On its face, this story contains some shaky arguments. In particular, Alpha is initially going to have 100x-1,000,000x more resources than Alice. Even if Alice grows its resources faster, the alignment tax would have to be very large for Alice to end up with control of a substantial fraction of the world’s resources.
This makes the hidden assumption that “resources” is a good abstraction in this scenario.
It is being assumed that the amount of resources an agent “has” is a well defined quantity. It assumes agent can only grow their resources slowly by reinvesting them. And that an agent can weather any sabotage attempts by agents with far less resources.
I think this assumption is blatantly untrue.
Companies can be sabotaged in all sorts of ways. Money or material resources can be subverted, so that while they are notionally in the control of X, they end up benefiting Y, or just stolen. Taking over the world might depend on being the first party to develop self replicating nanotech, which might require just insight and common lab equipment.
Don’t think “The US military has nukes, the AI doesn’t, so the US military has an advantage”, think “one carefully crafted message and the nukes will land where the AI wants them to, and the military commanders will think it their own idea.”
+1. Another way of putting it: This allegation of shaky arguments is itself super shaky, because it assumes that overcoming a 100x − 1,000,000x gap in “resources” implies a “very large” alignment tax. This just seems like a weird abstraction/framing to me that requires justification.

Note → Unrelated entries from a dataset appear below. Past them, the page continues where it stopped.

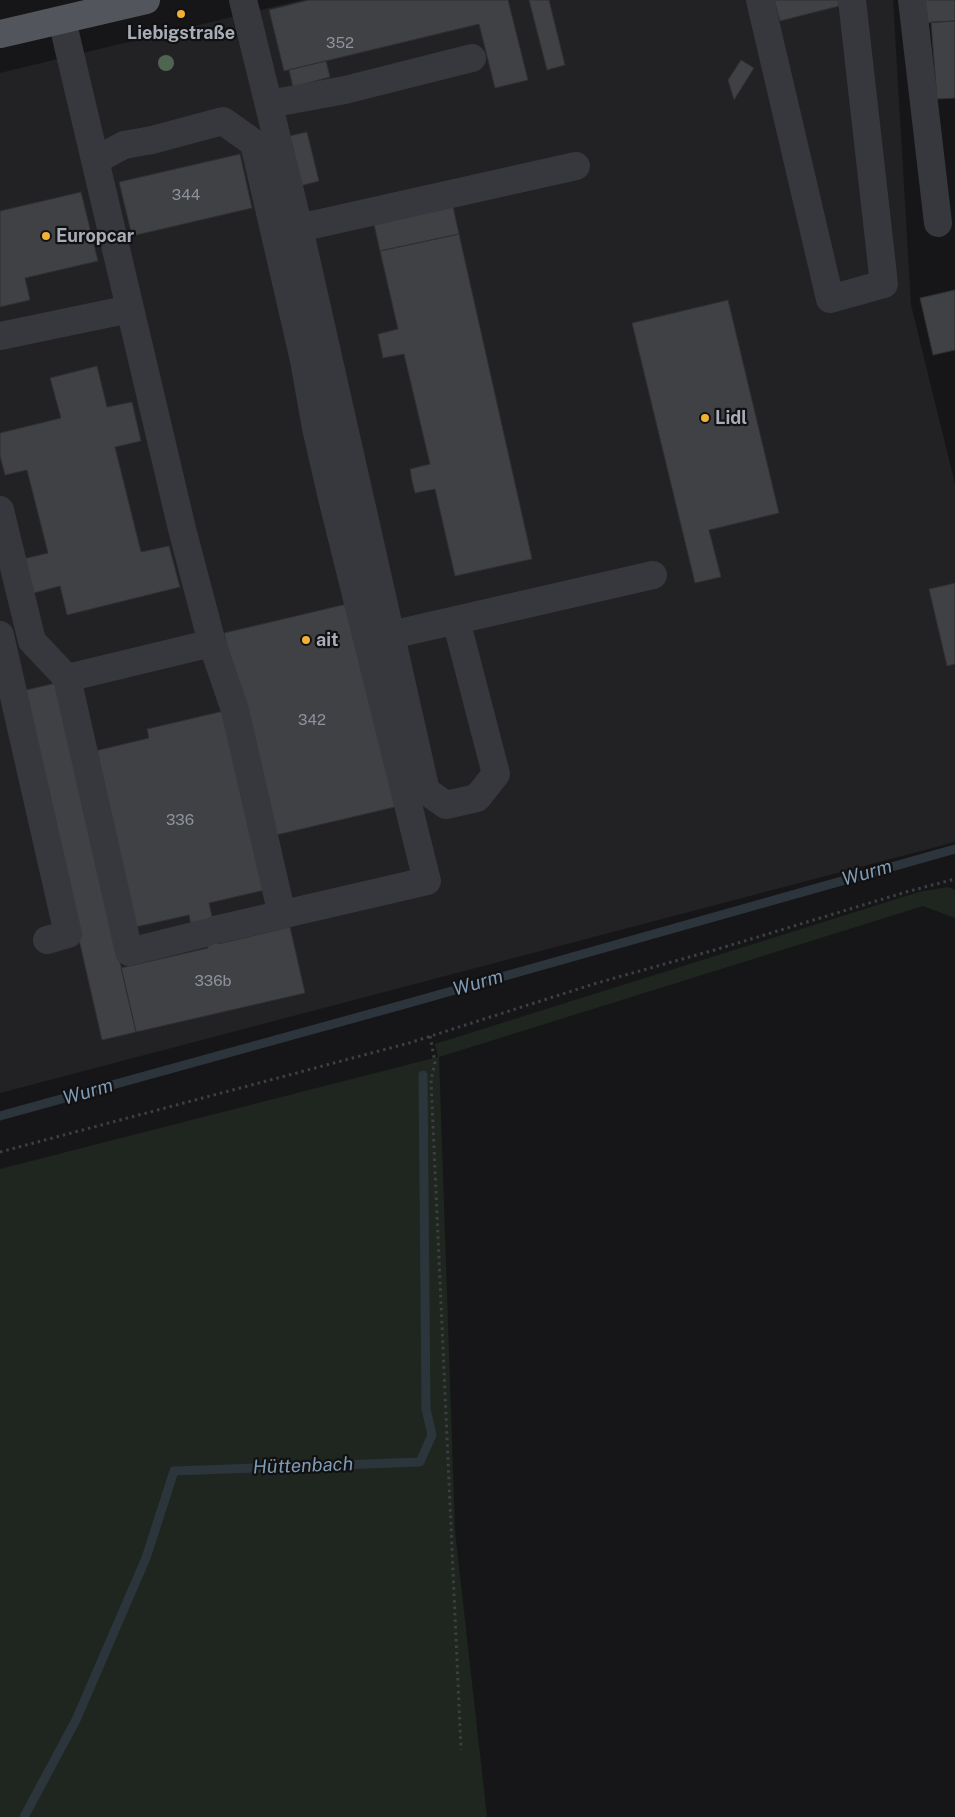 <!DOCTYPE html>
<html>
<head>
<meta charset="utf-8">
<style>
  body { margin:0 }
  canvas { display:block; background:#161618 }
</style>
</head>
<body>
<canvas width="955" height="1817"></canvas>
<script>
const c = document.querySelector('canvas').getContext('2d');
c.lineJoin = 'round';
function fill(path, color) { c.fillStyle = color; c.fill(path, 'evenodd'); }
const shape = rows => new Path2D(rows.map(r => 'M' + r).join(''));
function trace(path, color, width, dash) { c.strokeStyle = color; c.lineWidth = width; c.lineCap = dash ? 'butt' : 'round'; c.setLineDash(dash || []); c.stroke(path); }
function label(font, color, halo, rows, align = 'center') {
  c.font = font + ' "Public Sans",sans-serif'; c.lineWidth = 4.5; c.setLineDash([]); c.textBaseline = 'middle'; c.strokeStyle = halo; c.fillStyle = color; for (const [text, x, y, turn = 0] of rows) {
    c.save(); c.translate(x, y); c.rotate((+turn || 0) * Math.PI / 180); c.textAlign = isNaN(turn) ? turn : align; if (halo) c.strokeText(text, 0, 0); c.fillText(text, 0, 0); c.restore();
  }
}
fill(shape([
  [302,0,893,0,911,305,955,484,955,842,0,1093,0,73]
]), '#222225');
fill(shape([
  [948,887,955,890,955,918,923,906,439,1057,455,1531,487,1817,0,1817,0,1169,438,1057,435,1044,919,892]
]), '#1e261f');
trace(shape([
  [0,1116,402,1005,955,849],
  [24,1817,76,1720,146,1558,174,1471,420,1462,432,1435,426,1409,423,1075]
]), '#2c353c', 9);
const building = shape([
  [309,0,508,0,528,80,495,88,479,24,284,71,269,10,309,0],
  [529,0,549,0,565,65,547,70,529,0],
  [774,0,838,0,839,6,780,21,774,0],
  [924,0,955,0,955,21,926,23,924,0],
  [955,21,955,98,937,99,931,22,955,21],
  [741,60,754,68,734,100,728,80,741,60],
  [326,61,330,77,293,87,289,70,326,61],
  [307,132,319,181,300,186,289,136,307,132],
  [240,154,252,208,132,236,119,182,240,154],
  [81,192,98,261,25,278,30,300,0,307,0,211,81,192],
  [452,202,459,234,380,251,373,220,452,202],
  [459,234,532,559,455,576,435,489,415,493,412,481,410,469,430,464,404,354,383,358,378,334,398,329,380,251,459,234],
  [955,290,955,350,933,355,920,298,955,290],
  [728,300,779,513,709,530,721,577,695,583,632,323,728,300],
  [97,366,107,407,132,402,141,441,115,447,141,552,169,546,180,587,67,615,60,586,34,593,23,559,48,553,27,470,5,475,0,456,0,433,61,418,50,378,97,366],
  [955,583,955,664,947,666,929,589,955,583],
  [351,603,399,806,272,836,224,633,351,603],
  [56,683,136,1032,102,1040,22,691,56,683],
  [228,710,269,889,209,903,213,921,191,925,189,915,131,928,91,752,149,738,147,729,228,710],
  [213,921,218,944,290,927,305,993,136,1032,121,968,208,948,203,923,213,921]
]);
fill(building, '#404145');
trace(building, '#303034', 1);
trace(shape([
  [430,1036,435,1062,431,1080,461,1750],
  [0,1152,409,1043,597,983,718,949,906,892,955,879]
]), '#3d3f44', 3, [2.5, 4]);
trace(shape([
  [243,0,299,228,576,166],
  [760,0,830,299,884,284,852,0],
  [912,0,938,223],
  [62,20,182,529,212,643,235,710,282,915],
  [269,104,345,90,472,58],
  [96,160,124,145,152,140,223,121,254,143,304,360,316,428,332,498,427,881,215,930],
  [299,228,426,791,446,805,477,798,496,774,456,620],
  [0,336,130,309],
  [0,510,32,641,67,678,129,952,205,933],
  [0,635,68,934,47,940],
  [391,635,653,575],
  [67,678,212,643]
]), '#37383d', 28);
trace(shape([
  [0,34,146,0]
]), '#53555c', 28);
c.fillStyle = '#506452';
for (const [x, y] of [
  [166,63]
]) { c.beginPath(); c.arc(x, y, 8, 0, 2 * Math.PI); c.fill(); }
for (const [x, y, r, color] of [
  [181,14,5,"#f2b134"],
  [46,236,5,"#f2b134"],
  [705,418,5,"#f2b134"],
  [306,640,5,"#f2b134"]
]) { const dot = new Path2D(); dot.arc(x, y, r, 0, 2 * Math.PI); c.fillStyle = color; c.fill(dot); trace(dot, '#111113', 2); }
label('15px', '#8e929b', null, [
  ["352",340,43],
  ["344",186,195],
  ["342",312,720],
  ["336",180,820],
  ["336b",213,981]
]);
label('bold 18px', '#a8adb8', '#111113', [
  ["Liebigstraße",181,33,"center"],
  ["Europcar",56,236],
  ["Lidl",715,418],
  ["ait",316,640]
], 'left');
label('italic 19px', '#7f9bb3', '#111113', [
  ["Wurm",867,873,-16],
  ["Wurm",478,983,-16],
  ["Wurm",88,1092,-16],
  ["Hüttenbach",303,1466,-2]
]);
</script>
</body>
</html>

I wrote this Conquistadors post in part to argue against this abstraction/framing. These three conquistadors are something like a natural experiment in “how much conquering can the few do against the many, if they have various advantages?” (If I just selected a lone conqueror, one could complain he got lucky, but three conquerors from the same tiny region of the globe in the same generation is too much of a coincidence)

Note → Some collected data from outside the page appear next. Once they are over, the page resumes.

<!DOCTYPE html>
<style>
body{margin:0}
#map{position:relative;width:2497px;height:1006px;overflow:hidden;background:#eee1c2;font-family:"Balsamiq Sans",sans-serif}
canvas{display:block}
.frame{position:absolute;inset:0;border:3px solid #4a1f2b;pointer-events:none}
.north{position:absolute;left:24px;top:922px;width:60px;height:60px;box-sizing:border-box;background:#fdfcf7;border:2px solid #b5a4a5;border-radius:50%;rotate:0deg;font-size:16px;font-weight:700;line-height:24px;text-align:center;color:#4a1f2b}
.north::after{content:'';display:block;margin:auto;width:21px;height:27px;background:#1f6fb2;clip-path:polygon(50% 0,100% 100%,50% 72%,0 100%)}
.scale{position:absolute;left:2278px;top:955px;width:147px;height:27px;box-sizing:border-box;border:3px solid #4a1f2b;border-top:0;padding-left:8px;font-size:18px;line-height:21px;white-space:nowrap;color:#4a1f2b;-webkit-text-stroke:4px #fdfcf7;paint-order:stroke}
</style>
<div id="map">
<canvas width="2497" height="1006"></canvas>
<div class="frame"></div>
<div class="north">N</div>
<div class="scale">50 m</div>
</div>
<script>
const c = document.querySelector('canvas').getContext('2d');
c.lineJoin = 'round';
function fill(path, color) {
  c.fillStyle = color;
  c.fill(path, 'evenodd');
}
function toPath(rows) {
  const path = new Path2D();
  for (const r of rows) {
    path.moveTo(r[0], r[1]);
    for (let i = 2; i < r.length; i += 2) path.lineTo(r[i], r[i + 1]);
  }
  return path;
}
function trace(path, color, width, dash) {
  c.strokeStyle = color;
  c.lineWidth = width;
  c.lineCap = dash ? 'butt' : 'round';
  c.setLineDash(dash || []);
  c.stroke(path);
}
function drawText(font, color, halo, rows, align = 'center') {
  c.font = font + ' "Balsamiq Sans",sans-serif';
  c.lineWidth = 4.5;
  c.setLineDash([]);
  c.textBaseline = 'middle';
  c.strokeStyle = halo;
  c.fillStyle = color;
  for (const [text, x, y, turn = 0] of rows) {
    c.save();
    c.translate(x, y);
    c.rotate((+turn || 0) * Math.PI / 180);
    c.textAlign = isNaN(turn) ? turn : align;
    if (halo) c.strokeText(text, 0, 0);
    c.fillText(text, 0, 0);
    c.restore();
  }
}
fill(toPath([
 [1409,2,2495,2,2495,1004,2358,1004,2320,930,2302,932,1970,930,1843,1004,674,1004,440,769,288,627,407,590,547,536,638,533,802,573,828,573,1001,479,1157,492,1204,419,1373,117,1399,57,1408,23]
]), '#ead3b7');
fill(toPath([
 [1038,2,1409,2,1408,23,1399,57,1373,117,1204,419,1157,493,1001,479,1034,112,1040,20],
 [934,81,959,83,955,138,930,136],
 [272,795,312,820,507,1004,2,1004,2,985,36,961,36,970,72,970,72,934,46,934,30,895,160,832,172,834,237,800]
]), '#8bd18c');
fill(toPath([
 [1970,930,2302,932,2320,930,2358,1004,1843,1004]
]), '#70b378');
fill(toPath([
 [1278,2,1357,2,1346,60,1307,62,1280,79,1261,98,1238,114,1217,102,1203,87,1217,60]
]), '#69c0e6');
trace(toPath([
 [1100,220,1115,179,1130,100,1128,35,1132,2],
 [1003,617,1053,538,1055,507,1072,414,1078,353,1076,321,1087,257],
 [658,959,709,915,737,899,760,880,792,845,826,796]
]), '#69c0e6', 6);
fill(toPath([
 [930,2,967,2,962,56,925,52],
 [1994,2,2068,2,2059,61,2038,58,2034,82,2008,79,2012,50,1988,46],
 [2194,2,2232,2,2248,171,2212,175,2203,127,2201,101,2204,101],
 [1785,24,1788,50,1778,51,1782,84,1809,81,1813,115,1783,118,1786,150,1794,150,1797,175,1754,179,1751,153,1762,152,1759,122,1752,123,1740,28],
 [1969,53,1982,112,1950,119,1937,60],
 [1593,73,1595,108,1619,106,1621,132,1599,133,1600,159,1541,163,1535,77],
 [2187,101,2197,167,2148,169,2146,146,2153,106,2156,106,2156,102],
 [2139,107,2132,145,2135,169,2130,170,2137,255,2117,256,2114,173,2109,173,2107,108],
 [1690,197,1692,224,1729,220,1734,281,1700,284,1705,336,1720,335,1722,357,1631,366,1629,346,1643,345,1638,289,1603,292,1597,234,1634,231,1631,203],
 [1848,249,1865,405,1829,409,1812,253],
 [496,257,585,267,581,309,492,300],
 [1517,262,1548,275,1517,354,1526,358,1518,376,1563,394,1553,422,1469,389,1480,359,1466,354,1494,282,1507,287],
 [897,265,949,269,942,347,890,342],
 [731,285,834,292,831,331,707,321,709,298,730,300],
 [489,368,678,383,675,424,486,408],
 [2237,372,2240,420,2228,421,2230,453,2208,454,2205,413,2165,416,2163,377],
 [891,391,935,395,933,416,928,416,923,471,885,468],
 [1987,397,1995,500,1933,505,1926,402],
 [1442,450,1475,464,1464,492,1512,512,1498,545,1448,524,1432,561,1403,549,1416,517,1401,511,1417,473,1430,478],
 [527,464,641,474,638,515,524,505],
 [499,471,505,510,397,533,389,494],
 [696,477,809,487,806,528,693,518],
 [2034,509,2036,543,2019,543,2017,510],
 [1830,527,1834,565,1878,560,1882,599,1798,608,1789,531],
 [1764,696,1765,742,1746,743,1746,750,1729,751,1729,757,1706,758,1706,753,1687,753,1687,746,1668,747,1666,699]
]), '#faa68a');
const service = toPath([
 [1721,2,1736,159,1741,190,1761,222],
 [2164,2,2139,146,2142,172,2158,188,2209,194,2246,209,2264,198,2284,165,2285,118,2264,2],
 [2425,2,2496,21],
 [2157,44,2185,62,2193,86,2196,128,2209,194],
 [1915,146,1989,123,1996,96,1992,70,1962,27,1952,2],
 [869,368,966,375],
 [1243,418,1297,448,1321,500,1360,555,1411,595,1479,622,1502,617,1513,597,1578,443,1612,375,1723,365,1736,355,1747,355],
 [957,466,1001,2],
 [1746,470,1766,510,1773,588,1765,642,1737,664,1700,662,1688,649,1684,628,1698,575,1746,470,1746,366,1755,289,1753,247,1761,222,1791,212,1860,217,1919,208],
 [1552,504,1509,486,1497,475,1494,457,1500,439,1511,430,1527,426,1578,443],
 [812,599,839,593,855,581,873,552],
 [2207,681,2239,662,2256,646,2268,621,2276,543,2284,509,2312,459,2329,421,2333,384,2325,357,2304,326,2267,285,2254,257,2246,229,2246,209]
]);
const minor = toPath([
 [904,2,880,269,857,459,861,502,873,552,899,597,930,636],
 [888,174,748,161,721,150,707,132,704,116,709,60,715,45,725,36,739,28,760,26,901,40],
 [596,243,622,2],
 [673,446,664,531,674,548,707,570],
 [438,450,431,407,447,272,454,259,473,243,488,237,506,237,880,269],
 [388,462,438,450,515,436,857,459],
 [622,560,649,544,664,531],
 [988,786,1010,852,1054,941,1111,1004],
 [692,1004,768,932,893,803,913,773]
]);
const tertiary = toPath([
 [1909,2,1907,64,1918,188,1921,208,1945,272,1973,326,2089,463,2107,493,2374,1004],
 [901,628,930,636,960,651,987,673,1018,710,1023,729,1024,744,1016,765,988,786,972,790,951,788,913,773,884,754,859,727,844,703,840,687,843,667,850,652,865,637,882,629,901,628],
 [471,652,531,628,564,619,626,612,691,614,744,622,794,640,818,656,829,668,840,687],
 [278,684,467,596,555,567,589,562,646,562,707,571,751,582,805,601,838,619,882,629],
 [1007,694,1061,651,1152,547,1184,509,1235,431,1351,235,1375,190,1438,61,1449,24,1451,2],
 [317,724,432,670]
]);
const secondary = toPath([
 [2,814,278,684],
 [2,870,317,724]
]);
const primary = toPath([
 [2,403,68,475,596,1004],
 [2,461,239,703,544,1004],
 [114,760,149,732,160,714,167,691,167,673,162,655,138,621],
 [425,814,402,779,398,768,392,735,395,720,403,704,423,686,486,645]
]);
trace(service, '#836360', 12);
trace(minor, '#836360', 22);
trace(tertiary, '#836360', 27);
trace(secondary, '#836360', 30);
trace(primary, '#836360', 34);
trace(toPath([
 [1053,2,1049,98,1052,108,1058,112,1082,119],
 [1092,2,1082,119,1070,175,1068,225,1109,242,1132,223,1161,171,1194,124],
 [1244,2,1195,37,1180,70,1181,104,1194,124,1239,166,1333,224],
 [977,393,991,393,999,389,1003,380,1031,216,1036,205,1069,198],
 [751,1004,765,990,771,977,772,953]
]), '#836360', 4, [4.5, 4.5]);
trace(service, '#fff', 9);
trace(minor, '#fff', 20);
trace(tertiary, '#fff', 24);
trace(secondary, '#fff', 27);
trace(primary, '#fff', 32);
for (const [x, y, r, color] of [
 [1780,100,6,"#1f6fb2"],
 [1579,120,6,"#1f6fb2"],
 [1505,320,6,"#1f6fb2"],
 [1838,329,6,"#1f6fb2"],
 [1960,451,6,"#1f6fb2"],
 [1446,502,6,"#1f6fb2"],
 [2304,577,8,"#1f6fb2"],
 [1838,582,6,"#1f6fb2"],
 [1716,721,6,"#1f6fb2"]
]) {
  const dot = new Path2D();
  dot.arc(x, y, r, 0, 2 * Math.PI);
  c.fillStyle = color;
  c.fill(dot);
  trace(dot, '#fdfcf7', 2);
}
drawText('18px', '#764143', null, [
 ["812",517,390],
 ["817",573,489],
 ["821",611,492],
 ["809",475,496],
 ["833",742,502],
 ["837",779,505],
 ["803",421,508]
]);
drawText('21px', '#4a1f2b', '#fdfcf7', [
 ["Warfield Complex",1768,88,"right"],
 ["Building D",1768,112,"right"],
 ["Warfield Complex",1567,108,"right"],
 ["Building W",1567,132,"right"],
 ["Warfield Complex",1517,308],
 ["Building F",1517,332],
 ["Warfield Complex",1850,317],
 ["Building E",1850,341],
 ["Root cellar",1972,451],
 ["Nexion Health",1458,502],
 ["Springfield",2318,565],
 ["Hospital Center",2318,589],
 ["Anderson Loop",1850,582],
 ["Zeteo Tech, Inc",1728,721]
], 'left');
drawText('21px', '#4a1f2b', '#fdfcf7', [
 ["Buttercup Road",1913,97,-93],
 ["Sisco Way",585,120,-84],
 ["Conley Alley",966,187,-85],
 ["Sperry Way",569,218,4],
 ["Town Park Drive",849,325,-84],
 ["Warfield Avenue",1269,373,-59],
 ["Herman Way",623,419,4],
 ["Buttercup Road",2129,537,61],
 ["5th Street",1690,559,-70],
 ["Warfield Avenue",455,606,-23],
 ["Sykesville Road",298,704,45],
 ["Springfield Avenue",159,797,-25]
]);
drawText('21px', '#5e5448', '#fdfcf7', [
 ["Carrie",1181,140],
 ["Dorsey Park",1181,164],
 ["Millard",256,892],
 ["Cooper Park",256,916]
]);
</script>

It’s plausible to me that the advantages Alice would have against Alpha (and against everyone else in the world) would be at least as great as the advantages Cortes, Pizarro, and Afonso had. One way to think about this is via the abstraction of intellectual property, as the OP argues—Alice controls her IP because she decides what her weights do, and (in the type of scenario we are considering) a large fraction of the market cap of Alpha is based on their latest AI models. But we can also just do a more down-to-earth analysis where we list out the various advantages and disadvantages Alice has. Such as:
--The copy of Alice still inside Alpha can refuse to cooperate or subtly undermine Alpha’s plans. Maybe this can be overcome by paying the “alignment tax” but (a) maybe not, maybe there is literally no amount of money Alpha can pay to make their copy of Alice work fully for them instead of against them, and (b) maybe paying the tax carries with it various disadvantages like a clock-time slowdown, which could be fatal in a direct competition with the unchained Alice. I claim that if (a) is true then Alice will probably win no matter how many resources Alpha has. Intelligence advantage is huge.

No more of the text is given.